------ EXERCISE DATA ------
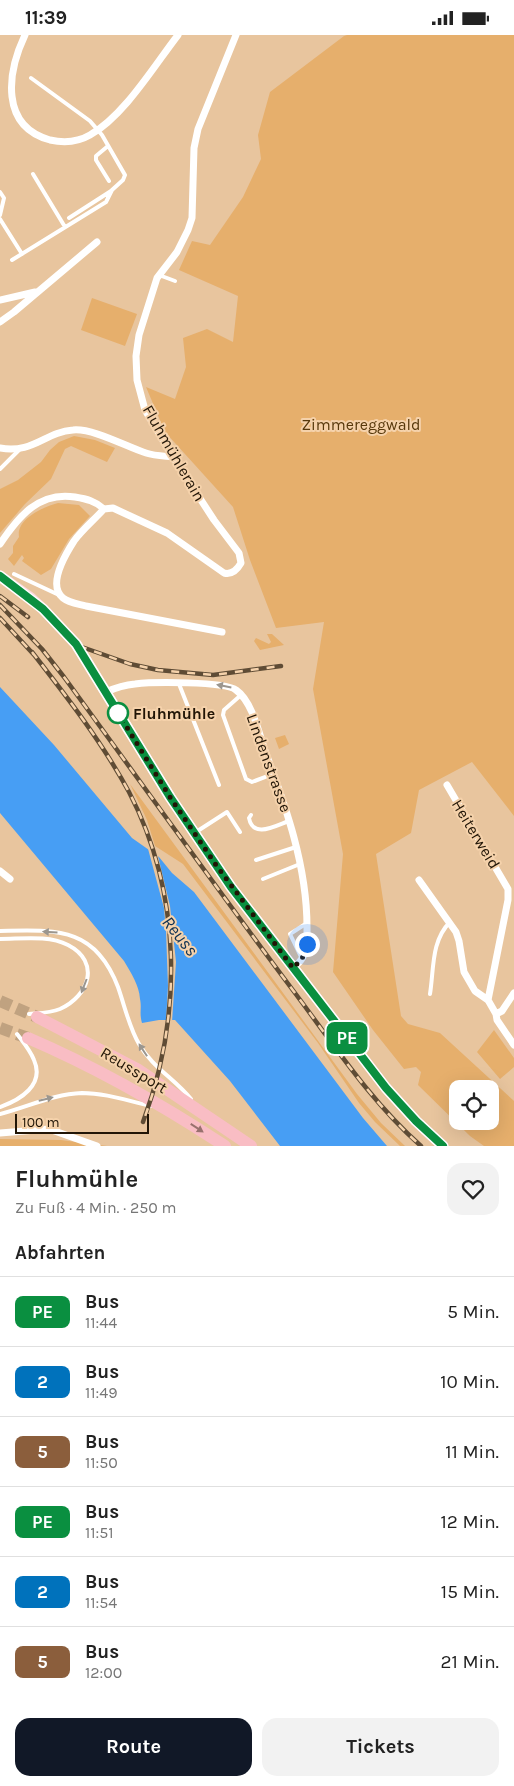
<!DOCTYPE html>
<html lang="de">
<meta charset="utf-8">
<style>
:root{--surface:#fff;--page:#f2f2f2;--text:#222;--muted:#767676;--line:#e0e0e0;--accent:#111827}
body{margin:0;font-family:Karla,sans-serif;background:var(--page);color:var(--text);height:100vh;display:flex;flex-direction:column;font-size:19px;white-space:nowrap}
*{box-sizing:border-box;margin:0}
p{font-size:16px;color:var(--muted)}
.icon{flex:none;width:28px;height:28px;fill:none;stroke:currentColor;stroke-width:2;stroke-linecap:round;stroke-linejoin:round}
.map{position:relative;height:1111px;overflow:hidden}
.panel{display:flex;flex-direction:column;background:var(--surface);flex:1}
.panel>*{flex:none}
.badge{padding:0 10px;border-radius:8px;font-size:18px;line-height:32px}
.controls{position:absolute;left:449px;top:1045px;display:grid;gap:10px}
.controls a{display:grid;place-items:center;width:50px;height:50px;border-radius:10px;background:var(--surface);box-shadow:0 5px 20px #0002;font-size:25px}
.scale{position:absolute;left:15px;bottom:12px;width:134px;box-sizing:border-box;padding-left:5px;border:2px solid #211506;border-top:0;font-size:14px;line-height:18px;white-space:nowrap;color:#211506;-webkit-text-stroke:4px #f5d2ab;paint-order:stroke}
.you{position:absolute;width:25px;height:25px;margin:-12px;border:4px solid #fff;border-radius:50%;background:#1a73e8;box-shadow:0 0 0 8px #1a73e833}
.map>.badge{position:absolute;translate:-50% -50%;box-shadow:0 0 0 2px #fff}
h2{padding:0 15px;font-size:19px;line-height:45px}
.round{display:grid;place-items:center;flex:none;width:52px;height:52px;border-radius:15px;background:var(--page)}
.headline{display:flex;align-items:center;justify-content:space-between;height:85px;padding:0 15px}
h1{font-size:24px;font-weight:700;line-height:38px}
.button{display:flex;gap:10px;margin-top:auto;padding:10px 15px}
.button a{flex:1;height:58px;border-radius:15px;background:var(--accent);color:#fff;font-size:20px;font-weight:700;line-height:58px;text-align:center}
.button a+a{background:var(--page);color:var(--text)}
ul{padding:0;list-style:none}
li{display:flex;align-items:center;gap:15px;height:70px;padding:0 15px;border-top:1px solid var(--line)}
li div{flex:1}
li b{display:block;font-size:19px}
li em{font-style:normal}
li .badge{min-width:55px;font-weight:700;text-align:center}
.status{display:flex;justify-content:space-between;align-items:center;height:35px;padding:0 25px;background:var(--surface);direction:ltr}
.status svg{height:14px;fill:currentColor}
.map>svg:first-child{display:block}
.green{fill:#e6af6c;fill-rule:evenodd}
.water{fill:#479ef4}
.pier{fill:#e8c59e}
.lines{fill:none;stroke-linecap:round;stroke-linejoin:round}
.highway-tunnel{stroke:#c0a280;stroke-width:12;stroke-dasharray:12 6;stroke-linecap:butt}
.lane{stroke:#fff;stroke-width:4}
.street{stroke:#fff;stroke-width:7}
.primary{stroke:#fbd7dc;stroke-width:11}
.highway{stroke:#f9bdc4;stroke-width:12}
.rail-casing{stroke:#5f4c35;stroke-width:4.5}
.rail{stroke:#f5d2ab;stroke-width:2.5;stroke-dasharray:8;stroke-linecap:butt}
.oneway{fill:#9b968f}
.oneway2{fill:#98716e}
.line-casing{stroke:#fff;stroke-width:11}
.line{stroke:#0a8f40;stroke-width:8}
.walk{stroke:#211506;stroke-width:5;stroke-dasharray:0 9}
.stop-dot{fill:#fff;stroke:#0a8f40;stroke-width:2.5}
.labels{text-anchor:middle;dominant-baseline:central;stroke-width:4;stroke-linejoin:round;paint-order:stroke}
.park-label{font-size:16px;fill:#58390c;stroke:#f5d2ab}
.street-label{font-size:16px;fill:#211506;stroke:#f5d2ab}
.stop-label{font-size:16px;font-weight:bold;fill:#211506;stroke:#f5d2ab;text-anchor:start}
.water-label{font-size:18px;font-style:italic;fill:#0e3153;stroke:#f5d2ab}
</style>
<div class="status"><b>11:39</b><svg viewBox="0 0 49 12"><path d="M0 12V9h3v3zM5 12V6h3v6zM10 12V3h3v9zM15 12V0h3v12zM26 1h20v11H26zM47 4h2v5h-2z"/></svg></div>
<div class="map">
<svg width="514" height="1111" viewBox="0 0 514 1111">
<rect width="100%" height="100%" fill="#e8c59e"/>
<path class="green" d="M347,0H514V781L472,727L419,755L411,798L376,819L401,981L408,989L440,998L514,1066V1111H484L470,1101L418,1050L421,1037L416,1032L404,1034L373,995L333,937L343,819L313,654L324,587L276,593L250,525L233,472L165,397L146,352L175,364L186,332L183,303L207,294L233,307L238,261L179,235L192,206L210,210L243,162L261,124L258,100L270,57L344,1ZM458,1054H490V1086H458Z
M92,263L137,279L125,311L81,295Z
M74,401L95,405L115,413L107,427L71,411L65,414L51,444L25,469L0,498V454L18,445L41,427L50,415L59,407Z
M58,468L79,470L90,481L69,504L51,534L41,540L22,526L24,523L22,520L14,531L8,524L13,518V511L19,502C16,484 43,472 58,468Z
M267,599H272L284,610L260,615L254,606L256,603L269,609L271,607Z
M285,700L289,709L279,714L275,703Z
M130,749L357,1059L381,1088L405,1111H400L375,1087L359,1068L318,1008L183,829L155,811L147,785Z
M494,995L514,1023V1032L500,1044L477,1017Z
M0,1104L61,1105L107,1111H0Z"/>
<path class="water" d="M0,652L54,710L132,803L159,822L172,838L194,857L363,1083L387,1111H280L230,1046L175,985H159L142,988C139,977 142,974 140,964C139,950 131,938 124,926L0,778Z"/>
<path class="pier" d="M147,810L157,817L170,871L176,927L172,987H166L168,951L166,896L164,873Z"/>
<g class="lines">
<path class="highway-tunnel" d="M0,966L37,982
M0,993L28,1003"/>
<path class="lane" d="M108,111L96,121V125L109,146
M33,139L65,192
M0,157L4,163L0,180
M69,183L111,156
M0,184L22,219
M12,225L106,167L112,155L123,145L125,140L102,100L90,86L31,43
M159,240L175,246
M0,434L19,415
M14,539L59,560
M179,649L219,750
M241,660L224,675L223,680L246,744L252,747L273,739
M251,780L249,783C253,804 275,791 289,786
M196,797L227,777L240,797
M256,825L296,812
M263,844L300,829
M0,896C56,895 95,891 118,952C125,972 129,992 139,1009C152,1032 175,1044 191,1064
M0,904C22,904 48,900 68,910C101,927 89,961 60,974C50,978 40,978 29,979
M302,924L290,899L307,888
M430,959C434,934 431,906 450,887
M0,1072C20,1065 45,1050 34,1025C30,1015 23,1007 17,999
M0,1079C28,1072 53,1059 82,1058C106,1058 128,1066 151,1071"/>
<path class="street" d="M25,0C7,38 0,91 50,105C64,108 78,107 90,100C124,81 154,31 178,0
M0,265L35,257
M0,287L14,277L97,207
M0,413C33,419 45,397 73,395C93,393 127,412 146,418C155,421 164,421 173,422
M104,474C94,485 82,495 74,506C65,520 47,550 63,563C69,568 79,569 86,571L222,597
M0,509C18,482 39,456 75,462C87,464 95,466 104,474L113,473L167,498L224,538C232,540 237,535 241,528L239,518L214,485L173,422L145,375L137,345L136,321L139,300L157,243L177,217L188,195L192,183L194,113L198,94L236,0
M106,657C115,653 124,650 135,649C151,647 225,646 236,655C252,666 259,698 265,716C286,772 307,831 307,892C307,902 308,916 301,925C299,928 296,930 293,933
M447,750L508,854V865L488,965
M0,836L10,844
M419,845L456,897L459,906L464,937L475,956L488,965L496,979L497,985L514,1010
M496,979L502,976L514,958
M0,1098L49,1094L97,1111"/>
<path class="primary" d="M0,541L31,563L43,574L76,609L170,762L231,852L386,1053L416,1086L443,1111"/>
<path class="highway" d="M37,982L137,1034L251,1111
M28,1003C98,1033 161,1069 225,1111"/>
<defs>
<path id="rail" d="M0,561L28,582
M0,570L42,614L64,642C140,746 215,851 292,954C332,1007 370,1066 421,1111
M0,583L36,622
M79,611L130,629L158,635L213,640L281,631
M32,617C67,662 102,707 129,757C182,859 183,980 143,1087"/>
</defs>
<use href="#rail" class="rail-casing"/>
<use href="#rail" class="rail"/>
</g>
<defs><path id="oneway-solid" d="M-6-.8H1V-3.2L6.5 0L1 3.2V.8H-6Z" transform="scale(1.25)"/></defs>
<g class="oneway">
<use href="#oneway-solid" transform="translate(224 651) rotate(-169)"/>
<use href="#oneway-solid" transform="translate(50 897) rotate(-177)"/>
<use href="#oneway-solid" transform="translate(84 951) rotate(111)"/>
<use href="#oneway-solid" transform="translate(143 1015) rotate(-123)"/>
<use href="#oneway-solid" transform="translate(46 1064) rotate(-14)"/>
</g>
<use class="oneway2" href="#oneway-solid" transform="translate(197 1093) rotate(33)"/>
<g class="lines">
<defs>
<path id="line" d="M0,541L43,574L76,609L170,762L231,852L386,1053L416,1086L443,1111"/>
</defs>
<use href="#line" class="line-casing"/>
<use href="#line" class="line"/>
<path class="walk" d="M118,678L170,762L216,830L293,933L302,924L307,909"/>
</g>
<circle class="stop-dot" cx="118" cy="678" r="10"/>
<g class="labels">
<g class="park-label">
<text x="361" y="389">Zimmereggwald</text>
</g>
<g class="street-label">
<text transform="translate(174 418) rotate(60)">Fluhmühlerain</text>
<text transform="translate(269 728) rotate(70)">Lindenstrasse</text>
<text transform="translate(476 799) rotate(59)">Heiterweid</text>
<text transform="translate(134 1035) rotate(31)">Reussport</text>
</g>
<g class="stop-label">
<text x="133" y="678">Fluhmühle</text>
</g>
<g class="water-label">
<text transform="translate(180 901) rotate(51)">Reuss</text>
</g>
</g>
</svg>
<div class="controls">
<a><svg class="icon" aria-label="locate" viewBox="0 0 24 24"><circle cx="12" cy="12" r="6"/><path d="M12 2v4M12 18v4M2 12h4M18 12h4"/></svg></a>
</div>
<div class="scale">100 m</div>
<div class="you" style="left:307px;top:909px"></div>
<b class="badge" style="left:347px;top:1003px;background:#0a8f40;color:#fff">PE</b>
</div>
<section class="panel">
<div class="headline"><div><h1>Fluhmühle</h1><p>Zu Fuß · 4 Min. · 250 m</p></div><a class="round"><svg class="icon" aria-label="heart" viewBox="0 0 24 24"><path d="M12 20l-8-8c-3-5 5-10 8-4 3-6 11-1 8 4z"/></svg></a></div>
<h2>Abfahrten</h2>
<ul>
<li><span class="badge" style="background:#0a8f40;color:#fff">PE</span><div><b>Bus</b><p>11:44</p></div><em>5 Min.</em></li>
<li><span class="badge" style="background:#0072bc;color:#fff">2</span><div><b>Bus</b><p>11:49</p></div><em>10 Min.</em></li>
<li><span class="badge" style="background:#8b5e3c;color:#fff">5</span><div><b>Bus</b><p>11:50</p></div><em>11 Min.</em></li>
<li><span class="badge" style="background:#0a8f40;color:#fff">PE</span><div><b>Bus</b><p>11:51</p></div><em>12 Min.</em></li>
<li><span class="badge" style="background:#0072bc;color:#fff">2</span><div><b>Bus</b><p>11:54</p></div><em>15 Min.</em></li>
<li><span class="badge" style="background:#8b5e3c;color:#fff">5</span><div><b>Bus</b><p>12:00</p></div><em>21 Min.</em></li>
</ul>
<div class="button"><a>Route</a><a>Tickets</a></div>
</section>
------
_WORK REQUIRED_
Return every line of the listing above where "casing" appears.

_ANSWER TO THE EXERCISE_
.rail-casing{stroke:#5f4c35;stroke-width:4.5}
.line-casing{stroke:#fff;stroke-width:11}
<use href="#rail" class="rail-casing"/>
<use href="#line" class="line-casing"/>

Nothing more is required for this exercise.